» **YOUR OBJECTIVE**: Some of the lines below need repeating. Reproduce exactly those between the lines holding "display:grid; place-items:center; width:26px;" and "margin:0; padding:0; list-style:none", inclusive.

» **Collected data entries**:
== Segment start ==

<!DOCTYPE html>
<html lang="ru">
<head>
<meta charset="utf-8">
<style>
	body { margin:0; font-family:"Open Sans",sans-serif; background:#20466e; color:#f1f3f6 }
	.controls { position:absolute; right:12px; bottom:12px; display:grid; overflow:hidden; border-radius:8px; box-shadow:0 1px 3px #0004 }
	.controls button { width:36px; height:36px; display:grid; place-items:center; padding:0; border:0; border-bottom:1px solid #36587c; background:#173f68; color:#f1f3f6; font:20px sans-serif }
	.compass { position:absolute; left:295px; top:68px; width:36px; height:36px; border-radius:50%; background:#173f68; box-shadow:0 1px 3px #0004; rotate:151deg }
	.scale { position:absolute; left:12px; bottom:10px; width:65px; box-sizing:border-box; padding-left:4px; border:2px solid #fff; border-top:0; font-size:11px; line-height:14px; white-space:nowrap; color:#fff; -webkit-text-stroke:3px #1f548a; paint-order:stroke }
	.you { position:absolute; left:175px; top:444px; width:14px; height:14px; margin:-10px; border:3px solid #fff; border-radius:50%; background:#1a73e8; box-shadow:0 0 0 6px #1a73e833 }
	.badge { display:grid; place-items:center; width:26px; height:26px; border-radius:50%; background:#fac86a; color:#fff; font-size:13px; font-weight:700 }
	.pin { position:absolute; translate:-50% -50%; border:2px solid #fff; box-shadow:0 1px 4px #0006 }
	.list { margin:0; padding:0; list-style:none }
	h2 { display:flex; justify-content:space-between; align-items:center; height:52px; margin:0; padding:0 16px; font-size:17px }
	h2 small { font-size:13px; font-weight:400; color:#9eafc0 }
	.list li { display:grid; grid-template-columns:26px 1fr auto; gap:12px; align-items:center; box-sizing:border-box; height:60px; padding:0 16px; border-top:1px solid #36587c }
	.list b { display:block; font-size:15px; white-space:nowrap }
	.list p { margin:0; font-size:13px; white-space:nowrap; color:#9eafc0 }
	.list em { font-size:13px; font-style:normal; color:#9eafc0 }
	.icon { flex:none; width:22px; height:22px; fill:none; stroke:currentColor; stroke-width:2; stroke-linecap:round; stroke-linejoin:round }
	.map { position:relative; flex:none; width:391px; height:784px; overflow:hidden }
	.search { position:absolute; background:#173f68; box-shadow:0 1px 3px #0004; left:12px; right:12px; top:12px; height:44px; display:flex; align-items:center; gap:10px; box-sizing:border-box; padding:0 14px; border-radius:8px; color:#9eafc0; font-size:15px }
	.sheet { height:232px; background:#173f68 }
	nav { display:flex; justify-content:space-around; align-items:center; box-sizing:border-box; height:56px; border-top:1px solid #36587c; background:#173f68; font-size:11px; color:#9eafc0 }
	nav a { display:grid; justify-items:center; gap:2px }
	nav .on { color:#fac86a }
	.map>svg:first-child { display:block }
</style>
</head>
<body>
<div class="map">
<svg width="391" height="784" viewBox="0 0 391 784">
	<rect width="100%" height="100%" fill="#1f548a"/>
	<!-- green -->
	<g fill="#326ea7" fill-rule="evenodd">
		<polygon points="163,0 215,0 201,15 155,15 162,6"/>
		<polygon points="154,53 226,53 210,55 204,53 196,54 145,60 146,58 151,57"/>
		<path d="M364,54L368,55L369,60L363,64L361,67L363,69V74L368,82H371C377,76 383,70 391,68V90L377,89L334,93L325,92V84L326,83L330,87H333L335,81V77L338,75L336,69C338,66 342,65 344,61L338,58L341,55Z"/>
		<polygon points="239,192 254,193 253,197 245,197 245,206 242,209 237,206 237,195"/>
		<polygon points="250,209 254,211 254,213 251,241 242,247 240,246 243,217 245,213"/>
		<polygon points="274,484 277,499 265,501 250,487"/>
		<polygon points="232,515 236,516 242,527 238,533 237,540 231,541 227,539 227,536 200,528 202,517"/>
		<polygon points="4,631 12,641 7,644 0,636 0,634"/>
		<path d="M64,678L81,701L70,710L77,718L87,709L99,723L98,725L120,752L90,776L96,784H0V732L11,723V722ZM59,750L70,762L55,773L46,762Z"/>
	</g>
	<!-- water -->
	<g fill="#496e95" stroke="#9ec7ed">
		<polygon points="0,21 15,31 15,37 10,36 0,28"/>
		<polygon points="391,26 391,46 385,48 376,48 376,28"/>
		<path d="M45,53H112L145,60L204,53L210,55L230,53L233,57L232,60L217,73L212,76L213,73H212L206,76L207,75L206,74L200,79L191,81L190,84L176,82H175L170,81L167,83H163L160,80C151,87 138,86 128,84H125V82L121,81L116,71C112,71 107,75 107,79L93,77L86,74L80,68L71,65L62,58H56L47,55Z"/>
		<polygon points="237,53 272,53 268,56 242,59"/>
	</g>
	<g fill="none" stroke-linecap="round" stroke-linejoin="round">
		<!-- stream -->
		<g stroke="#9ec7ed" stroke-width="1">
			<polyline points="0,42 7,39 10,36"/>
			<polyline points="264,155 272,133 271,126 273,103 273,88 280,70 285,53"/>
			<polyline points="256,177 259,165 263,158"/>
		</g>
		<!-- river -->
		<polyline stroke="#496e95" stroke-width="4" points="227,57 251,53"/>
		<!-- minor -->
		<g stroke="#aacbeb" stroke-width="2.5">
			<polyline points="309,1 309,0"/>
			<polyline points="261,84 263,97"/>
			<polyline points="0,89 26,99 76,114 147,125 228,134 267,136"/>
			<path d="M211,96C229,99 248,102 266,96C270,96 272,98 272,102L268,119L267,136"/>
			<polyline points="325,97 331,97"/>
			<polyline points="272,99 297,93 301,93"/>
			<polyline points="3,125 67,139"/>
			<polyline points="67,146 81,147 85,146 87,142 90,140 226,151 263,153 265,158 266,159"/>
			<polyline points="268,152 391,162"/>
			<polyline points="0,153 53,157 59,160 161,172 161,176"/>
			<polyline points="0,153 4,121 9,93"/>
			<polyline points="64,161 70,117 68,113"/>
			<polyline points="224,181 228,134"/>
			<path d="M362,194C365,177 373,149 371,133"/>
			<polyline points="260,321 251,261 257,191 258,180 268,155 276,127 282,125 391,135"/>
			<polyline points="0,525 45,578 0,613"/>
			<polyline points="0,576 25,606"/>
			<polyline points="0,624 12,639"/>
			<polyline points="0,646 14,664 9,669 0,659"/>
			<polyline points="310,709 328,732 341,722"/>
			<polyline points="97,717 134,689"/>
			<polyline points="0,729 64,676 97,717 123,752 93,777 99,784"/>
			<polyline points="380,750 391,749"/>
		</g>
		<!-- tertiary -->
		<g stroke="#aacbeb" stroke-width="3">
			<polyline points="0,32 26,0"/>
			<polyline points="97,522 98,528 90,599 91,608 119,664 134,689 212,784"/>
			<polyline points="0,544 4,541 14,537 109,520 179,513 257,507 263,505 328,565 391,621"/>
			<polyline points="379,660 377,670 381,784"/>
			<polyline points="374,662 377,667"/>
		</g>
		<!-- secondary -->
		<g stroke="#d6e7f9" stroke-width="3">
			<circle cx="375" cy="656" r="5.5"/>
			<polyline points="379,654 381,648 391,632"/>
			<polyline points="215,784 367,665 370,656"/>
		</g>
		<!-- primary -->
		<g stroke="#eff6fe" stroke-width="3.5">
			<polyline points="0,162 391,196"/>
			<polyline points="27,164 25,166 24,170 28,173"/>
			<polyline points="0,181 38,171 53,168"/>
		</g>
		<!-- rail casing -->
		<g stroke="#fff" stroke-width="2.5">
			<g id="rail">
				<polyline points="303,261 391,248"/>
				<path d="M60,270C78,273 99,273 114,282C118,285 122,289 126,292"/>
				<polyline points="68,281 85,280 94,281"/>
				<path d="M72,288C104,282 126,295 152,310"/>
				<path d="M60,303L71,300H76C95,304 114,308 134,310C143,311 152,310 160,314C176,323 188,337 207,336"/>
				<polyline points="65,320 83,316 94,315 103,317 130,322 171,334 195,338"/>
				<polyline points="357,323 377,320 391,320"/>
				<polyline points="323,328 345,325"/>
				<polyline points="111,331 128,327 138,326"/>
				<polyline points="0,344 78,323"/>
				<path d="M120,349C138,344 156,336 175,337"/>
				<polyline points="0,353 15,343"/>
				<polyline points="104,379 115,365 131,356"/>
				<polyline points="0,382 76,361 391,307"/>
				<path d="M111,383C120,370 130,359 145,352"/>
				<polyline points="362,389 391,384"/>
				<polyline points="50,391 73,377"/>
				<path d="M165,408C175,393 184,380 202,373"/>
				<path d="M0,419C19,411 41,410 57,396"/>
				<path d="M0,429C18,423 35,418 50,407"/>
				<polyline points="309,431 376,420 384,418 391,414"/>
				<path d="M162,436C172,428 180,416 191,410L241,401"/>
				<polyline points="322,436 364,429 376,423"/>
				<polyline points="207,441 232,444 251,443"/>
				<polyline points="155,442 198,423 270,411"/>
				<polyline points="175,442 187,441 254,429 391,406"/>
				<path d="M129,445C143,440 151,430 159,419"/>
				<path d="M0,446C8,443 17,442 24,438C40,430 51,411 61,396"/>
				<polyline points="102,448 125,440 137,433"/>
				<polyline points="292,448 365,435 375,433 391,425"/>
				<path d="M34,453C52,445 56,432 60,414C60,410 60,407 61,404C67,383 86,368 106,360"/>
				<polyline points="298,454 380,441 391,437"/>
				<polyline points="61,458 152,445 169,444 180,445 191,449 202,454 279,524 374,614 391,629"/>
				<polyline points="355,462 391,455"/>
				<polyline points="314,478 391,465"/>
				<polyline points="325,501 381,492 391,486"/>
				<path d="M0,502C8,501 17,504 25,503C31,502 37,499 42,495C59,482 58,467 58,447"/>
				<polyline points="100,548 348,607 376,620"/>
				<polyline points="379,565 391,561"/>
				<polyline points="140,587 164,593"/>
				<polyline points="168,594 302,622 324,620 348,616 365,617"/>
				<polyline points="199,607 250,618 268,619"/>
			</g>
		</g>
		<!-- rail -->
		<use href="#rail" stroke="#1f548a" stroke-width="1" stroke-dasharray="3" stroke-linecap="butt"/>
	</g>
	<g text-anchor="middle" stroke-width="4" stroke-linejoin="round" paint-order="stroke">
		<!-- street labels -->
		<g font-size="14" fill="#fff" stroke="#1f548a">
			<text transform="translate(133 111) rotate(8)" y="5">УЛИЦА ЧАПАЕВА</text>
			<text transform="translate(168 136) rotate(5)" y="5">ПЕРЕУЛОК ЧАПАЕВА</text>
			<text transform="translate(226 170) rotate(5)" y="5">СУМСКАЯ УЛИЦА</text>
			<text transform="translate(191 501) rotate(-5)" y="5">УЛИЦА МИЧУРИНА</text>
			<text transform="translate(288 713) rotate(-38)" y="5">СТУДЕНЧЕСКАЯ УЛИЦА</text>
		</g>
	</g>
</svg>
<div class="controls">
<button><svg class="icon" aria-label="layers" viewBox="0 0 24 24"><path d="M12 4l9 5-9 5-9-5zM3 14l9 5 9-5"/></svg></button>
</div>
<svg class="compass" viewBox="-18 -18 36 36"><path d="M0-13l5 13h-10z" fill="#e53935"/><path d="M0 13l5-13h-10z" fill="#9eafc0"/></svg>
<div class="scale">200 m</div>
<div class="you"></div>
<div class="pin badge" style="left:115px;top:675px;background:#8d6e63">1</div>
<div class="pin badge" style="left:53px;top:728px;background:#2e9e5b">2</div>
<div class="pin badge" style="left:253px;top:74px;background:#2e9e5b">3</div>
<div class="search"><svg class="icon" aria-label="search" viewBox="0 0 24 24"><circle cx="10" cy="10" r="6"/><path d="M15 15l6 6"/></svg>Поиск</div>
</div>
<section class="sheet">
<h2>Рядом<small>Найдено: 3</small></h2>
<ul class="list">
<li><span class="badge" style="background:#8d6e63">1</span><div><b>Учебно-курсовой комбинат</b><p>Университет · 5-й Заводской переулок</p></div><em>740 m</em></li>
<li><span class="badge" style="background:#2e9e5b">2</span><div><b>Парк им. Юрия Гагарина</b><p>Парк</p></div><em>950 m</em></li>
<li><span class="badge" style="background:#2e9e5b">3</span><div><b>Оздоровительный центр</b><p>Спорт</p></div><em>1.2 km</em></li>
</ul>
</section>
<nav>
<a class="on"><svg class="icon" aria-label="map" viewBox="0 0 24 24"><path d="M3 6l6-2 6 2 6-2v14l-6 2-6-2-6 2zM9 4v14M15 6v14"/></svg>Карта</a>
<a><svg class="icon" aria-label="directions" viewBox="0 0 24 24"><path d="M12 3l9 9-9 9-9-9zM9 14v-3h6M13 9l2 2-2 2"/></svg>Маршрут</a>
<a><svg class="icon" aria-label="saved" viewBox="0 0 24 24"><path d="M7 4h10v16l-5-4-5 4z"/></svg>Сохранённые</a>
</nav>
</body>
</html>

== Segment end ==
== Segment start ==

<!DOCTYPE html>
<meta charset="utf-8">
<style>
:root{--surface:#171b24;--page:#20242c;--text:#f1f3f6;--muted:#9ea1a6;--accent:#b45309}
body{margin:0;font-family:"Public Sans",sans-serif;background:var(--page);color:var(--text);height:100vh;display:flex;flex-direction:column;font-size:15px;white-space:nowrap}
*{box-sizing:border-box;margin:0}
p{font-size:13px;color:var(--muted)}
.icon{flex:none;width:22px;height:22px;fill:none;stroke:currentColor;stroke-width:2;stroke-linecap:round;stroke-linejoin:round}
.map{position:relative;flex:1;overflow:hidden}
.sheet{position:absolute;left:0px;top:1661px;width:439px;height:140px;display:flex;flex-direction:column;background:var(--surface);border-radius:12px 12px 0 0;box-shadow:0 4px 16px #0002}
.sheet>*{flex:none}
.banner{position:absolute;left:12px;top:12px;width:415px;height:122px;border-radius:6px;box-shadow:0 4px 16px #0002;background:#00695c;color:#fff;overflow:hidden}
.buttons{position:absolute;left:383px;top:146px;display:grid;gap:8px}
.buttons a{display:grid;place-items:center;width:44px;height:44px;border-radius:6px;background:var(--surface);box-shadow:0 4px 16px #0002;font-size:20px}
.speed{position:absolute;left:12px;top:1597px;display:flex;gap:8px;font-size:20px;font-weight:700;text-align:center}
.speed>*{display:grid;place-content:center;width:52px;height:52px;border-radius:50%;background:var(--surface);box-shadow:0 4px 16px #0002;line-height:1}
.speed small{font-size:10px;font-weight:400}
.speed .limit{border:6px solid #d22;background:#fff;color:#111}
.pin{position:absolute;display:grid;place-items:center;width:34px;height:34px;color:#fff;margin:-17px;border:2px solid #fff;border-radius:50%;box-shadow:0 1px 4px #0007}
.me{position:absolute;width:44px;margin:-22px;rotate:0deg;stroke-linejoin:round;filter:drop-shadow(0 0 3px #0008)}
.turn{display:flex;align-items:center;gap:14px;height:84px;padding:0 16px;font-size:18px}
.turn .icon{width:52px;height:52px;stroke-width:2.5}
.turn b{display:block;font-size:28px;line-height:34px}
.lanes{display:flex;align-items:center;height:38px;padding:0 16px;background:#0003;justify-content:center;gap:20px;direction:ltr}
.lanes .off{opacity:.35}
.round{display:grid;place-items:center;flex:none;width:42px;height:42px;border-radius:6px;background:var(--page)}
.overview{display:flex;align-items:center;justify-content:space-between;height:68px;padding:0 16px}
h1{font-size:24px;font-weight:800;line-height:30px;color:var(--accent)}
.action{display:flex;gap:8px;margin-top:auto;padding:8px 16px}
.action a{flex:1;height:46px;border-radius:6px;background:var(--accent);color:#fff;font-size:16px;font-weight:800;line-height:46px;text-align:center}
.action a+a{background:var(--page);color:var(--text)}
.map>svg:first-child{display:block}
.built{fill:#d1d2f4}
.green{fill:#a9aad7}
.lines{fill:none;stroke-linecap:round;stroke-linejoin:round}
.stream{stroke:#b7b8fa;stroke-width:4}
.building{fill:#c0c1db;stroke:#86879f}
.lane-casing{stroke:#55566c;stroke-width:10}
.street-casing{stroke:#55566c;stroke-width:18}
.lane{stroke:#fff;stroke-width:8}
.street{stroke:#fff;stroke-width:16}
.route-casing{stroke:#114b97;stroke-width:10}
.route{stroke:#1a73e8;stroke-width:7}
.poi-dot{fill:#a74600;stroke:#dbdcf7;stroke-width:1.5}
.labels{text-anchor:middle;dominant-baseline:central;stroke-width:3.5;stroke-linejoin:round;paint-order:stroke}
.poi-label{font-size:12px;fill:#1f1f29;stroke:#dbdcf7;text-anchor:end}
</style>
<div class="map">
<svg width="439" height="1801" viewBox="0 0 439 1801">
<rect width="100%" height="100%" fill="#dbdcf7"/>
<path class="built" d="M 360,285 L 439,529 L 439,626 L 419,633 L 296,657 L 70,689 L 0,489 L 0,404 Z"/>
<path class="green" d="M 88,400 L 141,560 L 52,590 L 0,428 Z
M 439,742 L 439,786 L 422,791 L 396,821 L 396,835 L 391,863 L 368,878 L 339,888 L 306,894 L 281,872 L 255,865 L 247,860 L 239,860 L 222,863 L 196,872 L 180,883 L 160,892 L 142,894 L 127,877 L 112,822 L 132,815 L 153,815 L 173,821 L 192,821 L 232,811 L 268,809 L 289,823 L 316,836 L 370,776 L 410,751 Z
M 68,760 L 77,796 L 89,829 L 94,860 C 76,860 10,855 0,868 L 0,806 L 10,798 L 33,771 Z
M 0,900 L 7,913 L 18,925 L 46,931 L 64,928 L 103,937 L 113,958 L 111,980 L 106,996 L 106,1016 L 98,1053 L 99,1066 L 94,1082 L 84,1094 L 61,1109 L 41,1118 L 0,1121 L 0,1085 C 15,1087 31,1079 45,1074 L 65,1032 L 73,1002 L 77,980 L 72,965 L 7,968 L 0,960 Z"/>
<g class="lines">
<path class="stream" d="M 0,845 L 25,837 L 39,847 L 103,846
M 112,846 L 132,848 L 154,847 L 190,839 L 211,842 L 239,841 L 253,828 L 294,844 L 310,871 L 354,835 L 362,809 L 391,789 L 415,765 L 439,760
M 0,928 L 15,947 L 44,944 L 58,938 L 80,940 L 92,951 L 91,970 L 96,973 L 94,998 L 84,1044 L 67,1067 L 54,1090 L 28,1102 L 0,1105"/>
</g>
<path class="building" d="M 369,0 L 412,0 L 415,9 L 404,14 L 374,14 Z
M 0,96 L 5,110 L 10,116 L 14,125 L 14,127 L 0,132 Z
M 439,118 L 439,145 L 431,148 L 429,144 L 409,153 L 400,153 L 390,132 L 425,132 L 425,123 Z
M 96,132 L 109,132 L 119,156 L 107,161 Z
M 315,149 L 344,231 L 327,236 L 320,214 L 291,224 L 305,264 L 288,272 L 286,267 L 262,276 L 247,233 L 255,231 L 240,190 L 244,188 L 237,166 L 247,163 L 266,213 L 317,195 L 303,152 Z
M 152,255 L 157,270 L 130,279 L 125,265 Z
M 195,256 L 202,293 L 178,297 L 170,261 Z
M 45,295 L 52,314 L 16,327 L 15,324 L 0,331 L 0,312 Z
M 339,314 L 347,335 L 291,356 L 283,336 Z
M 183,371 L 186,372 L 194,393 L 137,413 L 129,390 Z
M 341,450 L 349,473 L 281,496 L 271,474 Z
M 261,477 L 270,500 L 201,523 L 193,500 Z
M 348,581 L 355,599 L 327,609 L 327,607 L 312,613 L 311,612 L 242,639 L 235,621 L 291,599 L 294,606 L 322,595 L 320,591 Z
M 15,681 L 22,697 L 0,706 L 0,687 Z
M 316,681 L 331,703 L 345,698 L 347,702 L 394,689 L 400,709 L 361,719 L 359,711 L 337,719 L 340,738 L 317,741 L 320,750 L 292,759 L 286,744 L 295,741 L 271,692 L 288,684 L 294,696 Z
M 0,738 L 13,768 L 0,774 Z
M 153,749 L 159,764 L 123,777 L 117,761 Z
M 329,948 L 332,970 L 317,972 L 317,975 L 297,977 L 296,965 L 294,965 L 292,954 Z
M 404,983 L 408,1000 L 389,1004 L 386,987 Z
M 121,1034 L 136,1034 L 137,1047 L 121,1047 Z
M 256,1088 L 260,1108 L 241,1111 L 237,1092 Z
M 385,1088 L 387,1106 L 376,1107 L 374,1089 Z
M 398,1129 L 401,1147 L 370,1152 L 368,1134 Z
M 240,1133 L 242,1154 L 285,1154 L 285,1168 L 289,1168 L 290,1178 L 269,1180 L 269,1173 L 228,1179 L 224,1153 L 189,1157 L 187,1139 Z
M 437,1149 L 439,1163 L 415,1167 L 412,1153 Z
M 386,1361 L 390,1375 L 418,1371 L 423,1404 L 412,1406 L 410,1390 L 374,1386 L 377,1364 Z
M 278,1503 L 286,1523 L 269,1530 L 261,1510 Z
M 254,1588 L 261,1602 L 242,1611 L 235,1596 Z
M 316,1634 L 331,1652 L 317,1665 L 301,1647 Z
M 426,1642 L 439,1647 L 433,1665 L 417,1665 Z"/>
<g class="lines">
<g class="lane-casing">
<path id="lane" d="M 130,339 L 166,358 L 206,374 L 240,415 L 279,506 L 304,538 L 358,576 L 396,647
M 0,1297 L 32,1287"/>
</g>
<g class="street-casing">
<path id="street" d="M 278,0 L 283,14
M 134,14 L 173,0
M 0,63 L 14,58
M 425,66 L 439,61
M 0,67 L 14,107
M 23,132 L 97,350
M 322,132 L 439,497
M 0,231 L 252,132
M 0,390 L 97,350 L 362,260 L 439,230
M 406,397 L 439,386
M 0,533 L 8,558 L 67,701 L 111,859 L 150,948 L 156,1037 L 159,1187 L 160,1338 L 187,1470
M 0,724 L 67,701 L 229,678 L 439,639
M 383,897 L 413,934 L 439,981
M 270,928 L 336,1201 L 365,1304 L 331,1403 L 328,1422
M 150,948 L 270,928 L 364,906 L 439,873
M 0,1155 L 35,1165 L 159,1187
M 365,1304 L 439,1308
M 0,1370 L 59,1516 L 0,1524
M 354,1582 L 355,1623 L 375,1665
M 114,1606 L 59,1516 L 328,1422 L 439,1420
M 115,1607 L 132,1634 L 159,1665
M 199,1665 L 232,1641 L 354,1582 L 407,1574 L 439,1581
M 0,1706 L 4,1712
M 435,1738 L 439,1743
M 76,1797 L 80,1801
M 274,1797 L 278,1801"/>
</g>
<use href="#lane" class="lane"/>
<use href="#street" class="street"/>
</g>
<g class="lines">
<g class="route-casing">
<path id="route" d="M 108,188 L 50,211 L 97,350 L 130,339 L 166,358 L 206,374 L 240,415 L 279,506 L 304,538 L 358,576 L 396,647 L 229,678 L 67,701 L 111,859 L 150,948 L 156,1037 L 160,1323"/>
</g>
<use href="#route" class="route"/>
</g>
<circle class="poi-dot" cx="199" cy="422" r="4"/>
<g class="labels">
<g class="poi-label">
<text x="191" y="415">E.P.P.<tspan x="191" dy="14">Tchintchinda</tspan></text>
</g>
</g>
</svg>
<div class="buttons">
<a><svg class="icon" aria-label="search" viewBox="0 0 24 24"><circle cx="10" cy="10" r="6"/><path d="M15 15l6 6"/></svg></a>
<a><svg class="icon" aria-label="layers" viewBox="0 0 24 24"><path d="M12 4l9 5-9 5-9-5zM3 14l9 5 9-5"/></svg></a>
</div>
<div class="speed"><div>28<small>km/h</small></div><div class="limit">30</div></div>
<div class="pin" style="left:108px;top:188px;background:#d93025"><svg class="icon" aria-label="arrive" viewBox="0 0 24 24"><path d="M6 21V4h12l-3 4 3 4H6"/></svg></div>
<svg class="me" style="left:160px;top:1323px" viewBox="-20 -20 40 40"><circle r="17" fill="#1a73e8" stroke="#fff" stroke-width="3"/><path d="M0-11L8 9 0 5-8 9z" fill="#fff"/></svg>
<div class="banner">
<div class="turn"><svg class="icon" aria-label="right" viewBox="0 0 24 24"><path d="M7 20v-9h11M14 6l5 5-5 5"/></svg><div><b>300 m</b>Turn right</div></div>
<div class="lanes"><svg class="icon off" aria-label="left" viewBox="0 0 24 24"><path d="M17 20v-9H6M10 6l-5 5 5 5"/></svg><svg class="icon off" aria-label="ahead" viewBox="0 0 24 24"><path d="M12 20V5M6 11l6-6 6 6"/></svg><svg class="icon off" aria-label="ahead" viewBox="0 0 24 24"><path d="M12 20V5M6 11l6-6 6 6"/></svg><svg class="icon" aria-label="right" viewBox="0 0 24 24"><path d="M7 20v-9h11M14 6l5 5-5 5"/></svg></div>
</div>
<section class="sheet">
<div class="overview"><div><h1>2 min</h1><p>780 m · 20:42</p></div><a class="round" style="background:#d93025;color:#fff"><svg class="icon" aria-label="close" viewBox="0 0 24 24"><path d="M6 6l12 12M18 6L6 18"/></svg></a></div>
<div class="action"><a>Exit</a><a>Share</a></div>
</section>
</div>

== Segment end ==

» **OUTPUT OF THE TASK**:
	.badge { display:grid; place-items:center; width:26px; height:26px; border-radius:50%; background:#fac86a; color:#fff; font-size:13px; font-weight:700 }
	.pin { position:absolute; translate:-50% -50%; border:2px solid #fff; box-shadow:0 1px 4px #0006 }
	.list { margin:0; padding:0; list-style:none }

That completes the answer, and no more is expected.